Walking through any of the world’s truly Orthodox Jewish neighbourhoods, one question always lingers in my head: why do these people live in this way?
Why do the denizens of Mea Shearim, Stamford Hill, Williamsburg and Broughton Park treat 2019 as though it were 1719? Why do they have kosher mobile phones, shun secular newspapers and seal themselves off from the surrounding world? Why do they dress as though they are still living in Lublin?
It’s difficult to answer these questions, because the Jewish people are starkly divided into two cultures, frum and not, two tribes barely on nodding terms, each viewing the other with a mixture of pity and disdain.
Most of us only truly experience Charedi life through art, films, documentaries, books.
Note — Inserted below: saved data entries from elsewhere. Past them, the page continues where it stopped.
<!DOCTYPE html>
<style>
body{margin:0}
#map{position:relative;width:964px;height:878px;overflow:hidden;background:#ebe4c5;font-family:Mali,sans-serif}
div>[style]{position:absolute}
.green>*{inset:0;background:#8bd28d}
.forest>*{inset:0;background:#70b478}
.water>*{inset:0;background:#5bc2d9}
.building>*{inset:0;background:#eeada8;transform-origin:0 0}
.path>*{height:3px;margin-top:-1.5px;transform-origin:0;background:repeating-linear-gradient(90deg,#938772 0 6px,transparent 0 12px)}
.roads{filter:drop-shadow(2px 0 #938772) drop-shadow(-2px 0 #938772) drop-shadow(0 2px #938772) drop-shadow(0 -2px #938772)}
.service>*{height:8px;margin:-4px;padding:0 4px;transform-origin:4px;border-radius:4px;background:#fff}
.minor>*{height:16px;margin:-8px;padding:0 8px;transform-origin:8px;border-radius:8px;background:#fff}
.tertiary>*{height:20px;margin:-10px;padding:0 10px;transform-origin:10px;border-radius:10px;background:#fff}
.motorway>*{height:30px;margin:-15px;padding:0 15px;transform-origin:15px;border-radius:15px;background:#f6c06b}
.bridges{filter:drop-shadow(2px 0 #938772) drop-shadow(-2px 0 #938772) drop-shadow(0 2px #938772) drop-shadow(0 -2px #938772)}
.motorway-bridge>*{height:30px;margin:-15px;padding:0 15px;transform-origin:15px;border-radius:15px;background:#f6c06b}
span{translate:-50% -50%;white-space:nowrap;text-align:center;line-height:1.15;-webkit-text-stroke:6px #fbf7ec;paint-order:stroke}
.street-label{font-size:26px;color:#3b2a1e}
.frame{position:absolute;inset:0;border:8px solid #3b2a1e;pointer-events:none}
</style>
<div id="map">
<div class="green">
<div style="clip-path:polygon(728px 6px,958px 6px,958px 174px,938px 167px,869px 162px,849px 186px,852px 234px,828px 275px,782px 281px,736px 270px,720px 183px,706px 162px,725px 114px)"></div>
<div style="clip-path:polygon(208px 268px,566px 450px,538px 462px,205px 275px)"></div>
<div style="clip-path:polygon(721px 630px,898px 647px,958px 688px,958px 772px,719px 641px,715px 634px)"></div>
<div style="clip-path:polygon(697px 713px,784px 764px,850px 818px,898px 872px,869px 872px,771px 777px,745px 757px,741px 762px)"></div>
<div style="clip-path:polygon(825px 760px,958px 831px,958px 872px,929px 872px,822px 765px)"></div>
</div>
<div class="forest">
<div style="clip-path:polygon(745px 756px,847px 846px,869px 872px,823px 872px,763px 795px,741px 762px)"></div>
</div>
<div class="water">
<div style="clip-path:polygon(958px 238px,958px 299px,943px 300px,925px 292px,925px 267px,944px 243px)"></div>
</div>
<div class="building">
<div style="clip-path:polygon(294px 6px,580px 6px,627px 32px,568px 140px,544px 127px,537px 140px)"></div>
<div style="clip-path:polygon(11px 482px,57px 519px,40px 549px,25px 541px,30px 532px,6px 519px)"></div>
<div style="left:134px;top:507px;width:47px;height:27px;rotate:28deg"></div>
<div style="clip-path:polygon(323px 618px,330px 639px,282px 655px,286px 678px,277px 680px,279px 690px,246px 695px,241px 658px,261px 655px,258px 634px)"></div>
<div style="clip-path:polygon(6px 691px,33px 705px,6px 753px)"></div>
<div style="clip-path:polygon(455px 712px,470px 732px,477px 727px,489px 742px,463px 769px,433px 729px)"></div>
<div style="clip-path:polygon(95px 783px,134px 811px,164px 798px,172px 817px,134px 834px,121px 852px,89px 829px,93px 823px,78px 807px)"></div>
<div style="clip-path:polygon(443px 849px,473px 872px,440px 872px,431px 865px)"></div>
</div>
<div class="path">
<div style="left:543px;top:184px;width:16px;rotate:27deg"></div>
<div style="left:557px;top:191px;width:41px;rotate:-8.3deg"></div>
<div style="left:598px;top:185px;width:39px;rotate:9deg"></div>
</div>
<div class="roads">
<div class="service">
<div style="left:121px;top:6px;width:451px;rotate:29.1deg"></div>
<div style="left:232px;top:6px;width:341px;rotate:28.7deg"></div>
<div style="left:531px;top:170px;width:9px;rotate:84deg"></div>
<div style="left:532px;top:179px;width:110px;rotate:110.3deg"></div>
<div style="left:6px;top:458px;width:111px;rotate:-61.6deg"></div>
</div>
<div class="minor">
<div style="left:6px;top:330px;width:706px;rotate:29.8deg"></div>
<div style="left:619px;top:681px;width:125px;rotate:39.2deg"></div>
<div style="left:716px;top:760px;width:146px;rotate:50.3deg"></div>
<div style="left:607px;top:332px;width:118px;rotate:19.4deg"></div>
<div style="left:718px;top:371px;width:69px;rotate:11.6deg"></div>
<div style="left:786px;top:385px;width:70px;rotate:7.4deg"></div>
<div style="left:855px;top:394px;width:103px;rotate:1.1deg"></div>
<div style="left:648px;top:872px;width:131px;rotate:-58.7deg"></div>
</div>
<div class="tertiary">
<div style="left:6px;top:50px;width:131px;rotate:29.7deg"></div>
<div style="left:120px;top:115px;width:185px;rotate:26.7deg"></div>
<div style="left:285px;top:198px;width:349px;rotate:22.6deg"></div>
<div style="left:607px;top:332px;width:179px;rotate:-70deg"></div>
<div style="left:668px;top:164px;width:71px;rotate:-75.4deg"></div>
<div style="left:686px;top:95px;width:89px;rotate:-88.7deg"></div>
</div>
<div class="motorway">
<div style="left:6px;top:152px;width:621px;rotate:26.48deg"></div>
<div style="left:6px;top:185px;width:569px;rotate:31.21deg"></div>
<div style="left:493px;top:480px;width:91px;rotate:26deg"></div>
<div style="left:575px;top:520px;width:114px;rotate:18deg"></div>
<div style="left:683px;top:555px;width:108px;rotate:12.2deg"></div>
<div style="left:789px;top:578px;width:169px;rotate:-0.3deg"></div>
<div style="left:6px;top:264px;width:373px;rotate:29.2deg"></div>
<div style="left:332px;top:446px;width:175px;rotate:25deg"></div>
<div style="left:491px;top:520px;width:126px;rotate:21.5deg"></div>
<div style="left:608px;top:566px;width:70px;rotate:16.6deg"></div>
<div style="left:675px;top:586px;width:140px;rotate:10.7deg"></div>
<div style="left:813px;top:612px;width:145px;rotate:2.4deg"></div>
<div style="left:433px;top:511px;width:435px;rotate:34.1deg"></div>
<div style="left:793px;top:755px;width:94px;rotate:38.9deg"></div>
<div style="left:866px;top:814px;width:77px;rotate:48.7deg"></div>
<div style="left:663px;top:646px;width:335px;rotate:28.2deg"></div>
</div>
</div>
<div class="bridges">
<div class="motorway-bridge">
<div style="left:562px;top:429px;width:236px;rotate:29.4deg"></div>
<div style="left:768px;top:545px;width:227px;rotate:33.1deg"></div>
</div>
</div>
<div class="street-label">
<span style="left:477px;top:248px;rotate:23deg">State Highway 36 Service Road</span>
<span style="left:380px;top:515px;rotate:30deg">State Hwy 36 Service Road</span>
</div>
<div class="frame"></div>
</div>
Yet depictions of the Strictly Orthodox in popular culture usually serve only to feed our preconceptions.
Much of it comes in the form of excommunication art, such as One Of Us, a documentary that depicted the horrors of trying to leave a Chasidic community. Or All Who Go Do Not Return by Shulem Deen, an extraordinary memoir about one Chasidic man’s agonising search for freedom. Then you have the coming-out dramas, movies such as Eyes Wide Open and Disobedience, which highlight the strains of forbidden passion.
It’s not that these stories are wrong or unfair, in fact they are important and well-told. But the focus is always on those who leave. The small minority for whom the weight of repression is too great or the call of modernity too strong.
But what about everyone else? What about the vast majority who stay? Are they all just too dull or fearful to depart? That has often been an implicit assumption in how we perceive the Strictly Orthodox.
Then I watched Shtisel, an Israeli drama that transferred onto Netflix and slowly became a sensation around the world. Marta Kauffman, creator of Friends, plans to make a version based in Brooklyn.
Shtisel is the first time I’ve seen the Charedi community depicted as fully-rounded people. Yes their world is repressed, hidebound, patriarchal and at times positively medieval. Their Jerusalem neighbourhood of Geula has no internet. Husbands and wives sleep in separate beds. Men spend their days hunched over tracts of gemara in the kollel, living off meagre handouts.
But they are all too human nonetheless. There is caustic wit and marital strife, wine and song and lashings of fragrant kugel. They fall in and out of love, smoke like hard-bitten newspaper hacks, scheme and fight and cry and laugh just like the rest of us. It’s Eastenders meets Fiddler on the Roof.
These haimishe characters are as captivating as anything you will find in a Bashevis Singer novel. There’s Rev Shulem Shtisel, an ornery widower with a passion for cholent. There is his son, Akiva, the handsome dreamer, an artist whose romantic misadventures are the show’s anchor. And Shtisel’s daughter, Giti, pious and judgmental but full of love, just like her father.
In a clumsier series, Akiva’s artistic nature would eventually led him out of the darkness and into the light of liberal modernity, sad but free. I kept expecting that to happen. But in Shtisel, Akiva has a panic attack when he misses a single day of tefillin. He wants to paint, yes, it takes him down some eccentric paths, but he never for a moment considers leaving his world.
Shtisel shows you why and how people choose to live in this way. Instead of marvelling and tutting at their otherness, you start to chuckle at their familiar foibles. It’s not a whitewash at any means, but nor is it a hit job.
I have any number of problems with the strictly Orthodox world. But one cannot deny that there is also beauty in this older, steadier way of life. The emphasis on restraint, caution and purity in Shtisel strikes a sharp contrast with our lives of instant, impulsive gratification. The dating scenes between Akiva and Elisheva, his first love, are as tender as anything I’ve seen on television, because, not despite, the fact they never touch.
As someone with family members who live within the Charedi community, I watched this show with a mixture of fascination and relief. Finally, someone has taken me into this strange, confusing world, and shown it to be just as complex and human as my own.